Catherine Beauvais-St-Pierre peine à trouver un bon coup que le ministre aurait fait en quatre ans. Oui, les enseignants ont réussi à « faire du rattrapage » salarial dans la dernière négociation de leur convention collective, mais la présidente de l’Alliance estime que « c’était inévitable dans un contexte de pénurie ».

Pour défendre les profs et la réalité particulière des écoles de Montréal, « une chance qu’on a eu les trois porte-parole » de l’opposition à Québec, se console Mme Beauvais-St-Pierre. La libérale Marwah Rizqy, la péquiste Véronique Hivon et la solidaire Christine Labrie ont formé un trio politique qui a souvent mené un front commun face au ministre.

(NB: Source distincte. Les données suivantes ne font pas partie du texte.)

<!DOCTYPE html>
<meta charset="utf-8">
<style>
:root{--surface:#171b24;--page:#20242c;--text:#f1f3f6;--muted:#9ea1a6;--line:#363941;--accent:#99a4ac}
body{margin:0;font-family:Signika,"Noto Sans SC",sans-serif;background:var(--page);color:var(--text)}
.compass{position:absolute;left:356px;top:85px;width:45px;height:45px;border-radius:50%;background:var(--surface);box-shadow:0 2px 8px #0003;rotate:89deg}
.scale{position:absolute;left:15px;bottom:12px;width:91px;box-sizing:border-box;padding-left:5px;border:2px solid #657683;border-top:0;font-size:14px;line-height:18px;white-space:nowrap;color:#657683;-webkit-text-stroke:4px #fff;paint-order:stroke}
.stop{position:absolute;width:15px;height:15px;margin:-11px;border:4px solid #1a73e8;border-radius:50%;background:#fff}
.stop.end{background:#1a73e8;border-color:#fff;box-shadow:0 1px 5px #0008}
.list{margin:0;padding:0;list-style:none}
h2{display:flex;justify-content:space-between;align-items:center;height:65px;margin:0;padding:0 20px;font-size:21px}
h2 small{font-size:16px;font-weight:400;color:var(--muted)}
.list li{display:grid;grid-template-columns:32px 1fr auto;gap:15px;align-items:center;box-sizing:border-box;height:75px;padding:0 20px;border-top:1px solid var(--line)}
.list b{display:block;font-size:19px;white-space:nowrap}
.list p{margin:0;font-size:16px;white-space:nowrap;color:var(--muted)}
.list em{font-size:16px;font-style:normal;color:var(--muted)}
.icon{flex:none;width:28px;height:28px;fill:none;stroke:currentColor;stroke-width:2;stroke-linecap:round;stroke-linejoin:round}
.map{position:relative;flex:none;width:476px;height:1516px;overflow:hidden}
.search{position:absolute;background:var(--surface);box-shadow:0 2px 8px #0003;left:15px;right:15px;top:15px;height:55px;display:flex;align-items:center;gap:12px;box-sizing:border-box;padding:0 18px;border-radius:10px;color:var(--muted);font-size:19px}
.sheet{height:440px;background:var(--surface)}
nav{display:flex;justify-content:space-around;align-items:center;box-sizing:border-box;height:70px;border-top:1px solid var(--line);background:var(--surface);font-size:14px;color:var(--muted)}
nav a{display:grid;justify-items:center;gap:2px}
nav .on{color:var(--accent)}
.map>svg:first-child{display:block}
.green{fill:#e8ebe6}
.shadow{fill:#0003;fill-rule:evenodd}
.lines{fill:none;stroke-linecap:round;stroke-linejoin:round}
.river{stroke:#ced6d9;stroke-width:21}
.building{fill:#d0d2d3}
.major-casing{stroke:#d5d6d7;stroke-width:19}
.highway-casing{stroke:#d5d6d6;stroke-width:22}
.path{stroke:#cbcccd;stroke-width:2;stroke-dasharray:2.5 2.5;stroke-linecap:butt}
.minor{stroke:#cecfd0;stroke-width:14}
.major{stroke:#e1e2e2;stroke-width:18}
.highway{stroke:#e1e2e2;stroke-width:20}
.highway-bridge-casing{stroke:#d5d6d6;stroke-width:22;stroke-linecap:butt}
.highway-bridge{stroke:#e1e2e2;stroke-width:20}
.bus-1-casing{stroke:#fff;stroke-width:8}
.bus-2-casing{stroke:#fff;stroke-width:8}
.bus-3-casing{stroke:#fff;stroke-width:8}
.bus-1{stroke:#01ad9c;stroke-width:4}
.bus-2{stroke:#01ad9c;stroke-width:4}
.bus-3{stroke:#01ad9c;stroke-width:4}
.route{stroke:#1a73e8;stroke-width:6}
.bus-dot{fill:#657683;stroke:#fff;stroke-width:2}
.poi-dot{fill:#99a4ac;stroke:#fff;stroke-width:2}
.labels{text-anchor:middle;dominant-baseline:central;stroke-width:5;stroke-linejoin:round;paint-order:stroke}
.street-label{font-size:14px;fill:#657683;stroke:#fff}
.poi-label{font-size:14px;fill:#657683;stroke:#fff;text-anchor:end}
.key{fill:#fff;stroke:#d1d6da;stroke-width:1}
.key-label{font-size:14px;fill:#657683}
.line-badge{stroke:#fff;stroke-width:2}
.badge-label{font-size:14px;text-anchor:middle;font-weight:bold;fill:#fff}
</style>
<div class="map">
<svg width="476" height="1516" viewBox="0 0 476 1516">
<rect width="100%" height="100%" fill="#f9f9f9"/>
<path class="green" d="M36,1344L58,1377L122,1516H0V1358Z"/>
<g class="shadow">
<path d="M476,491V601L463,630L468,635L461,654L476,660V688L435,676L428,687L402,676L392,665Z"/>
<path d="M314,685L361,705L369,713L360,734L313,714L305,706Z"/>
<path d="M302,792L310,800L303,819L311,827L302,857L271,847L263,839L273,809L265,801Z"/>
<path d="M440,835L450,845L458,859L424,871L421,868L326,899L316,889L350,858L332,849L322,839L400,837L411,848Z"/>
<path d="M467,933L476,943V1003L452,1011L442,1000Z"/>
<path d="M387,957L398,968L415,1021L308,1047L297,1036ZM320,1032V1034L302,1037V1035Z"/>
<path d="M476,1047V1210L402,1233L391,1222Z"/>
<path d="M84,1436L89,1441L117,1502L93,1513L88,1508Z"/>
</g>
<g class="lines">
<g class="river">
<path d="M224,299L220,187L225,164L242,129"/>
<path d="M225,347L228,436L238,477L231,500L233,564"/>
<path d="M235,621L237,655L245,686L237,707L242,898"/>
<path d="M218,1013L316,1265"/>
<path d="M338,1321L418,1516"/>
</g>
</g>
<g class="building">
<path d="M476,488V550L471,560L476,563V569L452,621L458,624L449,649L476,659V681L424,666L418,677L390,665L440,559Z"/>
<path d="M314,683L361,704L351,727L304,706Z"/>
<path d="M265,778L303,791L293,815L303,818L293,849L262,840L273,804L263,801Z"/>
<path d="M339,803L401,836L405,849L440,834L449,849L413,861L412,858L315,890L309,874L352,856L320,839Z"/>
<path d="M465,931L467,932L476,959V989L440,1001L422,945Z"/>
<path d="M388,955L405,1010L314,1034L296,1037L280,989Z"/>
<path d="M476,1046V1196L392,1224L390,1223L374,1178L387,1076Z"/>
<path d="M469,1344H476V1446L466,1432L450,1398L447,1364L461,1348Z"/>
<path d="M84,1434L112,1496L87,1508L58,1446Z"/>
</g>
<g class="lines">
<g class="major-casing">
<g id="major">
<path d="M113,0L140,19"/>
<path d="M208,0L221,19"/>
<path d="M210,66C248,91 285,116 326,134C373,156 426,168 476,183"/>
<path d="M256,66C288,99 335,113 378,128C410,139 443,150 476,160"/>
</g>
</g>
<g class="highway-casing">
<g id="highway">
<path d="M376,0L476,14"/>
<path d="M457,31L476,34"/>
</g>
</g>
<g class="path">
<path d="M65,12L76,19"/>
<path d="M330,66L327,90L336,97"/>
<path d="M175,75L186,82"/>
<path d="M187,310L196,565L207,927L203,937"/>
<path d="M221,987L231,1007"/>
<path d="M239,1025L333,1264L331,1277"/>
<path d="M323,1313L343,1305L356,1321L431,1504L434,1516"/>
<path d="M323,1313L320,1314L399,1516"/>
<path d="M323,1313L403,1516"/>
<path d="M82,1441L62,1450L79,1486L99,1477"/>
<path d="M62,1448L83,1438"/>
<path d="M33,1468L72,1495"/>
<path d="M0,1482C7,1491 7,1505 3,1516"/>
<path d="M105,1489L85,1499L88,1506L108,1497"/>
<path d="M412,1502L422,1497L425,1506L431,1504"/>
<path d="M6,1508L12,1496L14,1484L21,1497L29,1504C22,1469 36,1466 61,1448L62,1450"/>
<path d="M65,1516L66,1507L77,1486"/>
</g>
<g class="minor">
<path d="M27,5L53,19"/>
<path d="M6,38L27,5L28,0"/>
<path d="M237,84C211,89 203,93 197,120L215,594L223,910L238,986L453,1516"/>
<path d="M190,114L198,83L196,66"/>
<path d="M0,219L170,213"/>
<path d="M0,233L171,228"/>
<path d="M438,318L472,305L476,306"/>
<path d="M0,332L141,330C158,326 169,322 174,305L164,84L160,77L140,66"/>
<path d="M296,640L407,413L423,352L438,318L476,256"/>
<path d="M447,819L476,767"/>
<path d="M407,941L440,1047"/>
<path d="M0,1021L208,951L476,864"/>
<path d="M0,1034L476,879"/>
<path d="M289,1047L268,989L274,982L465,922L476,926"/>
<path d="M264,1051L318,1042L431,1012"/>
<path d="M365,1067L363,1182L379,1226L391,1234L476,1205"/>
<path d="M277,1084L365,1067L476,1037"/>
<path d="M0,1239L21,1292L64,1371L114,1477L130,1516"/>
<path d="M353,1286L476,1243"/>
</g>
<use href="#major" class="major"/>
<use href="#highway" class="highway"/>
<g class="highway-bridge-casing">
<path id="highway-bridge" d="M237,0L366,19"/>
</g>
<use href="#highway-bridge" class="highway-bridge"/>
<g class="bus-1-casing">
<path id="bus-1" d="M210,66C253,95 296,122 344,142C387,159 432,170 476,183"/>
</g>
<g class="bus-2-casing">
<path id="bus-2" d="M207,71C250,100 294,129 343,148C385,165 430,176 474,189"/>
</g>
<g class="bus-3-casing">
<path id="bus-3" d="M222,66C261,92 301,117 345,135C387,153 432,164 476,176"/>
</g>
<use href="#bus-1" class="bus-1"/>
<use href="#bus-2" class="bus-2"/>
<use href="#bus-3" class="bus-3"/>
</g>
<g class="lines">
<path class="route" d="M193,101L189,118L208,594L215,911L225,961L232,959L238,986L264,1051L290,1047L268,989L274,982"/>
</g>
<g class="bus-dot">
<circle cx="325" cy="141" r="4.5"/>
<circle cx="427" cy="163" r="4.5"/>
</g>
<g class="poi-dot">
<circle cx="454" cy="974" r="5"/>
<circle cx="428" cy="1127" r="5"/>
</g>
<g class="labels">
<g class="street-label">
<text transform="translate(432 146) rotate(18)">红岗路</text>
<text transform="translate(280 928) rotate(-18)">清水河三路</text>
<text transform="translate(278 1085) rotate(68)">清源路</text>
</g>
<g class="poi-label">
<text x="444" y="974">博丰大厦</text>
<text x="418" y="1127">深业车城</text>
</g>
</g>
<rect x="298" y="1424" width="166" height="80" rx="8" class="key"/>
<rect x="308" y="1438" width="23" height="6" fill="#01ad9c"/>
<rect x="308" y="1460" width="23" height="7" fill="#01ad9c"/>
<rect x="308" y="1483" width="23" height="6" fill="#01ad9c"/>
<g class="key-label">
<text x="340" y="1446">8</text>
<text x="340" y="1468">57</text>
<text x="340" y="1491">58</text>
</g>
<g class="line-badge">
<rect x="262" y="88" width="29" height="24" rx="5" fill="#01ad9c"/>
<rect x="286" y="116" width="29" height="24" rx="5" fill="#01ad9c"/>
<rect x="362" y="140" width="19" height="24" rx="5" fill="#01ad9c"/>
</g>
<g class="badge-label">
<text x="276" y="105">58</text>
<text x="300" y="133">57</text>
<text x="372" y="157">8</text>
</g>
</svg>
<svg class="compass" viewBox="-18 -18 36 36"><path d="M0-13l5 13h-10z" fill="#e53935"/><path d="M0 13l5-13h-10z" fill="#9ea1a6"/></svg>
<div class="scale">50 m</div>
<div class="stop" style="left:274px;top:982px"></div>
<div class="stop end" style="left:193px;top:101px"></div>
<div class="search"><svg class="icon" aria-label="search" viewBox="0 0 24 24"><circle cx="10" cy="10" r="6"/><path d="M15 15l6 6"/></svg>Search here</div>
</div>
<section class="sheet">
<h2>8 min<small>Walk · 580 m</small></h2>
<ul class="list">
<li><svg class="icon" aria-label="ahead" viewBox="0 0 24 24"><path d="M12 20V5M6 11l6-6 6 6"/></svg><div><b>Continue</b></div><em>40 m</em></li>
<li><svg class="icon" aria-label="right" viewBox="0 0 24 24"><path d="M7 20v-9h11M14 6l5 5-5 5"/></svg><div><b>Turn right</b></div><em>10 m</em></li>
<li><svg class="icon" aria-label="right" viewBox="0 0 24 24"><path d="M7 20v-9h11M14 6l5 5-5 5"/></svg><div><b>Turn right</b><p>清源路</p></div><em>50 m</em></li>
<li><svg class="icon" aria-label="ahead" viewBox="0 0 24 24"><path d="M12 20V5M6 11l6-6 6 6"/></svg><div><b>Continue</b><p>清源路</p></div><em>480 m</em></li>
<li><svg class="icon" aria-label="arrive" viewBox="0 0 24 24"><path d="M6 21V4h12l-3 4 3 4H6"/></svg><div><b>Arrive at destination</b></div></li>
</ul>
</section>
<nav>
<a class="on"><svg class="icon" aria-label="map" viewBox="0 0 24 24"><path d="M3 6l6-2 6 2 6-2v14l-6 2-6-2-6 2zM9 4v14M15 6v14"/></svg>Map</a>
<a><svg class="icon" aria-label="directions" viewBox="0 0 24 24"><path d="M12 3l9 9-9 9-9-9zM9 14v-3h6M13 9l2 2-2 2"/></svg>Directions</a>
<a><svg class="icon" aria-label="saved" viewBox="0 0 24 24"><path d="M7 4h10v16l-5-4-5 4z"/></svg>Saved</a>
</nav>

Chez les directions d’école, on constate que la stabilité à la tête du ministère « fait du bien à l’éducation ».

« Chaque fois qu’arrive un ministre, il arrive avec ses valeurs, ses projets, et l’éducation doit faire un virage à 180 degrés. On y va au gré du vent et des nouvelles approches. Dans le cas de M. Roberge, on sait où il va depuis quatre ans », dit Nicolas Prévost.

Le professeur de l’UQAR Jean Bernatchez rappelle que le ministère de l’Éducation a toujours été « très, très difficile » à mener. « Je ne voudrais pas être ministre de l’Éducation », dit-il en riant.